_Task goal_: Count, in the entries, the lines with "position". Answer with the number only.

_Given data_:
:::::
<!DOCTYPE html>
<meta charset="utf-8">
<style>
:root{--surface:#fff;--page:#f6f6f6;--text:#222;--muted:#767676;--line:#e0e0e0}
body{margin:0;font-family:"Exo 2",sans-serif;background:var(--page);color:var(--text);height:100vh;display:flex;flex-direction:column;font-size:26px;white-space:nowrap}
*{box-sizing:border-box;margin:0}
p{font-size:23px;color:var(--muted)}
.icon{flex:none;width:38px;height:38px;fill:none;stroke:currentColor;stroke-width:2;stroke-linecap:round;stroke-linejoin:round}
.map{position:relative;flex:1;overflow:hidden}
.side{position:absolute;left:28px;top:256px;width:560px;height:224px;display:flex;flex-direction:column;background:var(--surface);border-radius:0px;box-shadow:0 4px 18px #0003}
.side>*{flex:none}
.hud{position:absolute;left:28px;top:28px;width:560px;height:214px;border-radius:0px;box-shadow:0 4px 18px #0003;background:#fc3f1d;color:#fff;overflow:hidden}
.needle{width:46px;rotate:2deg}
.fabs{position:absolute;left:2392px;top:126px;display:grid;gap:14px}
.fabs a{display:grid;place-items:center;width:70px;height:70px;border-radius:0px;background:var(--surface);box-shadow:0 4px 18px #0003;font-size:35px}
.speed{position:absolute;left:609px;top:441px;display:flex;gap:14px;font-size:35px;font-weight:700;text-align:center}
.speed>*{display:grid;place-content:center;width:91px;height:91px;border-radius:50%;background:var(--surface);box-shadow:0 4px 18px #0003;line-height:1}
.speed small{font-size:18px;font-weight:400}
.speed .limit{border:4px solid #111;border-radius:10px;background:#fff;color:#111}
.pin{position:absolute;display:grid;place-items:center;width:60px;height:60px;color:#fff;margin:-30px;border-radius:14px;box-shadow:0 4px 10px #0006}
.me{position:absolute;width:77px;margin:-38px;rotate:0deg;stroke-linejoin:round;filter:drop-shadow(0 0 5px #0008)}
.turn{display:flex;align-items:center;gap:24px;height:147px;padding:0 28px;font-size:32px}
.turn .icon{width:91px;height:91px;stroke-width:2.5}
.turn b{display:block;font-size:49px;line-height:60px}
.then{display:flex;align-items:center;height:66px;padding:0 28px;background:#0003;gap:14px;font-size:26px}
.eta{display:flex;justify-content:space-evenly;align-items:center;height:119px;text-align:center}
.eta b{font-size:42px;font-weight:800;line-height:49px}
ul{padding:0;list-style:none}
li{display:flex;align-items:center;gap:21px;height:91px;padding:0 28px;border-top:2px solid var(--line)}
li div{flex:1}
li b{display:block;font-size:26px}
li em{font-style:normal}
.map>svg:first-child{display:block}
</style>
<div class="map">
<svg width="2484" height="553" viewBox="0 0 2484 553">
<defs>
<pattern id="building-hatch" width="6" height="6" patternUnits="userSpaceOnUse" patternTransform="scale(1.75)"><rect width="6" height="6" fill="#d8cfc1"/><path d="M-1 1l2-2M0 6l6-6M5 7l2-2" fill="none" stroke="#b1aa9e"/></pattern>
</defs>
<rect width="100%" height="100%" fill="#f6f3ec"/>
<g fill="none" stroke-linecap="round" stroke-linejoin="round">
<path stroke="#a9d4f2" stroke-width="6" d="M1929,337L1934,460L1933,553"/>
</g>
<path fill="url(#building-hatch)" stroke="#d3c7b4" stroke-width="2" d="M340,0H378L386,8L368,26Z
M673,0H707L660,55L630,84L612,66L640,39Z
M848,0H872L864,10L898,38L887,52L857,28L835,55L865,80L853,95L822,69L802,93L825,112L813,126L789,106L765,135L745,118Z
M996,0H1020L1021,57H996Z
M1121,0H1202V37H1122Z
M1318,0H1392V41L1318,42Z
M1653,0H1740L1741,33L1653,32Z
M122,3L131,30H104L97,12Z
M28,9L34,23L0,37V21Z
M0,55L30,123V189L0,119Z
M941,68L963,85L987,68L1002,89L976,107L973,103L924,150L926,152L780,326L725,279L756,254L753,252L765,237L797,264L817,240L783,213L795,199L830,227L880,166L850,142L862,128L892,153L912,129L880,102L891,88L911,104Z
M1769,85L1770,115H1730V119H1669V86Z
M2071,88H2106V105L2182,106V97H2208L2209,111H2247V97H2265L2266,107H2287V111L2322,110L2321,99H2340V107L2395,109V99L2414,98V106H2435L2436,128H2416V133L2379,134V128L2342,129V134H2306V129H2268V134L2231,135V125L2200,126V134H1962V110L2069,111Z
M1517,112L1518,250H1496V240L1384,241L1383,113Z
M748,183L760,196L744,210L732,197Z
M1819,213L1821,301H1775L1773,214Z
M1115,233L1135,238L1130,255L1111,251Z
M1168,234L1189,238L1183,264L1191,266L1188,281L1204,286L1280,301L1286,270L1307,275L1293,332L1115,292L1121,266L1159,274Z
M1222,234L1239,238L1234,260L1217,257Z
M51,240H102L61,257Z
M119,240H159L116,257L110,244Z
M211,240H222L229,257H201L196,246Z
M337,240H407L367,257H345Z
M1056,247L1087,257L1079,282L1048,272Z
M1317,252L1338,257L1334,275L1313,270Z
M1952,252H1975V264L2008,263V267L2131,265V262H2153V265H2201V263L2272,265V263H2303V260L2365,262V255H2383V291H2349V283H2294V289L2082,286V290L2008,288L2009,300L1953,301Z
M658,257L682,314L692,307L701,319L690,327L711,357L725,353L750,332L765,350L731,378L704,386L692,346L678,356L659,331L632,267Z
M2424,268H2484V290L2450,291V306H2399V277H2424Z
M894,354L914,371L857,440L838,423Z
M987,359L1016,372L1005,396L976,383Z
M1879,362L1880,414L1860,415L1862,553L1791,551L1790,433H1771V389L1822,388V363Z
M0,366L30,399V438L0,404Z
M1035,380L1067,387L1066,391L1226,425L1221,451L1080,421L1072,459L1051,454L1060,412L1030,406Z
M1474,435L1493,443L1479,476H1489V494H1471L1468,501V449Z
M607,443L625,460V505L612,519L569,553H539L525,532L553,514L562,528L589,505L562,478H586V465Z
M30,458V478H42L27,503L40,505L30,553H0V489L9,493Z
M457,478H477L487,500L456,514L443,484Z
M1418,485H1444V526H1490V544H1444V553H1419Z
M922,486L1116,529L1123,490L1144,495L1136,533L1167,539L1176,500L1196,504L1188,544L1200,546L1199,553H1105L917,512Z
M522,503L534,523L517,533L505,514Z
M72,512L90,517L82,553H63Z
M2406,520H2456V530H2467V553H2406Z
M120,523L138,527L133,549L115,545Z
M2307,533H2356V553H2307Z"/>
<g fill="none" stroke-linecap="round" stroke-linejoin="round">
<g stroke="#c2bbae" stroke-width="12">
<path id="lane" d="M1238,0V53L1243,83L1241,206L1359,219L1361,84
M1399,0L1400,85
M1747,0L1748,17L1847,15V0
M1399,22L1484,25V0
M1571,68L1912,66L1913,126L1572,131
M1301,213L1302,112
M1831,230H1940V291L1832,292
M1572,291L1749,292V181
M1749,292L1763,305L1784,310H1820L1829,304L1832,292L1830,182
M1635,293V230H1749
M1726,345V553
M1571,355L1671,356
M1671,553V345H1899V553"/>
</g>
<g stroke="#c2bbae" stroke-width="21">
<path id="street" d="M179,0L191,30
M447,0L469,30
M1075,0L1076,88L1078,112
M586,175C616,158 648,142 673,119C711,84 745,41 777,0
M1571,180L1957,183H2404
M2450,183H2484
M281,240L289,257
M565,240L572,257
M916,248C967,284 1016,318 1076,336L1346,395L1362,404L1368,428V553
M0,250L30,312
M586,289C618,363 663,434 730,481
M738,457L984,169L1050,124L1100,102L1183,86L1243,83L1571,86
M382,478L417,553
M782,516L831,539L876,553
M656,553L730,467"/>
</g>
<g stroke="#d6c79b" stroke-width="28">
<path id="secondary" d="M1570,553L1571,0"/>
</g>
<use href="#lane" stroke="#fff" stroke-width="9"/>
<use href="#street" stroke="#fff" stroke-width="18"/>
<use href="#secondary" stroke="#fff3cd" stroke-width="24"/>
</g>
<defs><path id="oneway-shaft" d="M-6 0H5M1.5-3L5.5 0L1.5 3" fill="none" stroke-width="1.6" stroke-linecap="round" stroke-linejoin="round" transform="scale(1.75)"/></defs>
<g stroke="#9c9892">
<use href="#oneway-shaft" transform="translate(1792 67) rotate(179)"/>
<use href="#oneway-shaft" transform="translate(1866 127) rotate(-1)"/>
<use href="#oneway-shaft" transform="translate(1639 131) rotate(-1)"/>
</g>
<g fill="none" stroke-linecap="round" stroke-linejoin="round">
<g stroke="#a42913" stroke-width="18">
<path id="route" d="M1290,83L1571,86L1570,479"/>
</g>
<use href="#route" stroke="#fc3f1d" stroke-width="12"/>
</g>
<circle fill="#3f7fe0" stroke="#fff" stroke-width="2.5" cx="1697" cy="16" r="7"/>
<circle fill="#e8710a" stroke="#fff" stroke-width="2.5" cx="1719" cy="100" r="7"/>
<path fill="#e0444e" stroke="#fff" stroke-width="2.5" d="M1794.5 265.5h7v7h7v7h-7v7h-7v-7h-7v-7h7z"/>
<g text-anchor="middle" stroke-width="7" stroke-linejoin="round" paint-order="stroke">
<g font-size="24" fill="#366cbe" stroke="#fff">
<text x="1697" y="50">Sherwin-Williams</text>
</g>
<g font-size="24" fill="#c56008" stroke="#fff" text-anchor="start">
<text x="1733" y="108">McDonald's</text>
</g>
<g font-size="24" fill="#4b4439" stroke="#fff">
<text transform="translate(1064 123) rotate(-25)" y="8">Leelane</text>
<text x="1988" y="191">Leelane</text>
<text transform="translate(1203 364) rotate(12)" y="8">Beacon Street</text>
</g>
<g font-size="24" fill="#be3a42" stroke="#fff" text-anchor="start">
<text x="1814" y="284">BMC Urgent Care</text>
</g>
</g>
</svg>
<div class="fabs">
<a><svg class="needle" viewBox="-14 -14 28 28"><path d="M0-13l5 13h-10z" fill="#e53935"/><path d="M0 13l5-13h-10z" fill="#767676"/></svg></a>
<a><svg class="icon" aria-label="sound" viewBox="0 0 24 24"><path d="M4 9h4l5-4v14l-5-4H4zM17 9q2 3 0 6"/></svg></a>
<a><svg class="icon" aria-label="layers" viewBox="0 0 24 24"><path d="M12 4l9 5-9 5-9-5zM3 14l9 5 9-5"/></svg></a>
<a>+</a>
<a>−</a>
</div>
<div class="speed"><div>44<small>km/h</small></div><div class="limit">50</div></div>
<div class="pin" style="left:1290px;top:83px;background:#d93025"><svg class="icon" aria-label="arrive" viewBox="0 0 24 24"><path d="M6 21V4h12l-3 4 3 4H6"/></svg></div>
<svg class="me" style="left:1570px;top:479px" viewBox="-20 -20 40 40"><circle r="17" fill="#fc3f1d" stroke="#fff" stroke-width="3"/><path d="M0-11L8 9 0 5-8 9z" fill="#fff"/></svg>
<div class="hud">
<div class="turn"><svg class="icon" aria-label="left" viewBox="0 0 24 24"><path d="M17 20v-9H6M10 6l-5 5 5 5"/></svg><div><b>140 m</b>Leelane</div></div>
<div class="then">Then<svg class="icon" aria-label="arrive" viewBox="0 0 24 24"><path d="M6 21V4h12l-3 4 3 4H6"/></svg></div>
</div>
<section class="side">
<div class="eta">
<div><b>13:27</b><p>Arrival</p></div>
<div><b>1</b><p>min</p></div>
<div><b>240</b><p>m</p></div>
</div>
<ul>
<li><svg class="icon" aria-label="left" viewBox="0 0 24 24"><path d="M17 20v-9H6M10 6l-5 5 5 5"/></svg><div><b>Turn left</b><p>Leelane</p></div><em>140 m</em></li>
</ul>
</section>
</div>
:::::
_Exercise result_: 7